_Problem description_: Copy out each line of the listing below in which the string "东馨花园" occurs.

_Material to process_:
>>>>
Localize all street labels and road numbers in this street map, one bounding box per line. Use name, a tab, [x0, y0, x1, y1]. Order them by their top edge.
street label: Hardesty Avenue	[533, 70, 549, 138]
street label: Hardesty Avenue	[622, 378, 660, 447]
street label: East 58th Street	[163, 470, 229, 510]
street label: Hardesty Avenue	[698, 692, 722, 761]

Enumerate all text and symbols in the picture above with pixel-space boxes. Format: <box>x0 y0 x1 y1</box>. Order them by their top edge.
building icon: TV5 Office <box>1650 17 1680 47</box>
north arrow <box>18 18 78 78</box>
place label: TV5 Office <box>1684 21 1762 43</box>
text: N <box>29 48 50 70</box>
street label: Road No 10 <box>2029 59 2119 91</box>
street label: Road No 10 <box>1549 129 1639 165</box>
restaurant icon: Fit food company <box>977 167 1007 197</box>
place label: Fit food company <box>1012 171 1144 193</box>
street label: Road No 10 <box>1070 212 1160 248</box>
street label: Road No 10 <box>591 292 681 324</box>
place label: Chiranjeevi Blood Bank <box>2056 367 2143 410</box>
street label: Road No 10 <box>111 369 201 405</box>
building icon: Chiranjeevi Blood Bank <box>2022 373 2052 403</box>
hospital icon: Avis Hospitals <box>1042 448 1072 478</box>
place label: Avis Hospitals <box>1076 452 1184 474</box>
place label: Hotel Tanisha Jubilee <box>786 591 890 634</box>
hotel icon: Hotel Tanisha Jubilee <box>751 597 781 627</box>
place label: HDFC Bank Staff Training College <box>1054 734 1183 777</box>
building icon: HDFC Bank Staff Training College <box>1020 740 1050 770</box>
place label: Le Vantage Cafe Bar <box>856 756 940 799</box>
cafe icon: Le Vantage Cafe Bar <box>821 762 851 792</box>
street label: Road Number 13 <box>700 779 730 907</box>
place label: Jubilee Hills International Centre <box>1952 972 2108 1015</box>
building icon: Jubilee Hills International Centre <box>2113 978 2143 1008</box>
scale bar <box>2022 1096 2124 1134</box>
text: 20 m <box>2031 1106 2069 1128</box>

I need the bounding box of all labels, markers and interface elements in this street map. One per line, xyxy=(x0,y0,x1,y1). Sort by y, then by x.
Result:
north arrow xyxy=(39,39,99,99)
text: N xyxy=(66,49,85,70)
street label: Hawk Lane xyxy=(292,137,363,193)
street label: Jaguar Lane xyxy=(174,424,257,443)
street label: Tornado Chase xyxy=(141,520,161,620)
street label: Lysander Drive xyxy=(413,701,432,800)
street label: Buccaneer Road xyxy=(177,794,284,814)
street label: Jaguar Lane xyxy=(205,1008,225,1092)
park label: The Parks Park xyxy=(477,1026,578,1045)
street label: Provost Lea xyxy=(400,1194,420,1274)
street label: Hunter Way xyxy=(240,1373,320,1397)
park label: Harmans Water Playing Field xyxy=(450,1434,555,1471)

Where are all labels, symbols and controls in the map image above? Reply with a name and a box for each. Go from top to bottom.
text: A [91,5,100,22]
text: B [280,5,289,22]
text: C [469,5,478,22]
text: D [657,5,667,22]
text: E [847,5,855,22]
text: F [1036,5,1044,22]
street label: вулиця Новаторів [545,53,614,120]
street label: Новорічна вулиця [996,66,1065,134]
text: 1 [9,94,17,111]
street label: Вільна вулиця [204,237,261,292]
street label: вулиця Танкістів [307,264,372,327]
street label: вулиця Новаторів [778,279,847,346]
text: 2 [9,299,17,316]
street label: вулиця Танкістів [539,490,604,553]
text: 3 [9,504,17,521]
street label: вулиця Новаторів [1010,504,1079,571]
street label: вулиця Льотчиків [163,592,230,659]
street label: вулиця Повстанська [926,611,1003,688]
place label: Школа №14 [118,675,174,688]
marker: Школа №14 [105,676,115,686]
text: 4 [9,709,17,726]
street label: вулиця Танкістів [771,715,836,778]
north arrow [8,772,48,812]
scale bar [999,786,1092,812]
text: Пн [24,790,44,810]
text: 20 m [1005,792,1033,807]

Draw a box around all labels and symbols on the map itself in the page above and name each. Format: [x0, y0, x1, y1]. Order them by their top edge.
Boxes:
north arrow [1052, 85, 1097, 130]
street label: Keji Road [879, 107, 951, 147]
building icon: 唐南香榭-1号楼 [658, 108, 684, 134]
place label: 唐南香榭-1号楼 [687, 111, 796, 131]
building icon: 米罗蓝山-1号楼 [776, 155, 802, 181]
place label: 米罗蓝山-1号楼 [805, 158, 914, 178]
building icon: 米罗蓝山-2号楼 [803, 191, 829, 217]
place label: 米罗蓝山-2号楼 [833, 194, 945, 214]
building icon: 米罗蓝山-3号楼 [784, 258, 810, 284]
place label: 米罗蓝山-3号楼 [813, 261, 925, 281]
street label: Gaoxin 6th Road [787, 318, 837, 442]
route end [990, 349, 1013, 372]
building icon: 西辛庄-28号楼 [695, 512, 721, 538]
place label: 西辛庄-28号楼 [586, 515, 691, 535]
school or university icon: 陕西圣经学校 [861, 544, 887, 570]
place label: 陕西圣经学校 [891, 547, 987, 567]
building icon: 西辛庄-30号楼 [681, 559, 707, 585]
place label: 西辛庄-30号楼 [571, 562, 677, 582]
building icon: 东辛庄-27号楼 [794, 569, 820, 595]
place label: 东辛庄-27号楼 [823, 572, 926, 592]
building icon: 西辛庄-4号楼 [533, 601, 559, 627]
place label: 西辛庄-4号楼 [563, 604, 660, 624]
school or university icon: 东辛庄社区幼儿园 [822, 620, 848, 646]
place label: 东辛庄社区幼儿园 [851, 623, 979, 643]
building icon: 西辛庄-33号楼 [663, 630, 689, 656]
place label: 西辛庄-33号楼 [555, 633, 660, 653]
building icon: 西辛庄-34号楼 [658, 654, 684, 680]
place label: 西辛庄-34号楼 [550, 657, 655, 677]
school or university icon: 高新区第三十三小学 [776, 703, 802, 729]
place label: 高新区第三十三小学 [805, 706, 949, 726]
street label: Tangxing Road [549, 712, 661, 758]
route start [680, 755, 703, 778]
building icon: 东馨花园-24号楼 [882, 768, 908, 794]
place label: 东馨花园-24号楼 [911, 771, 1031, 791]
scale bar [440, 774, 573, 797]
<<<<
_Expected answer_:
building icon: 东馨花园-24号楼 [882, 768, 908, 794]
place label: 东馨花园-24号楼 [911, 771, 1031, 791]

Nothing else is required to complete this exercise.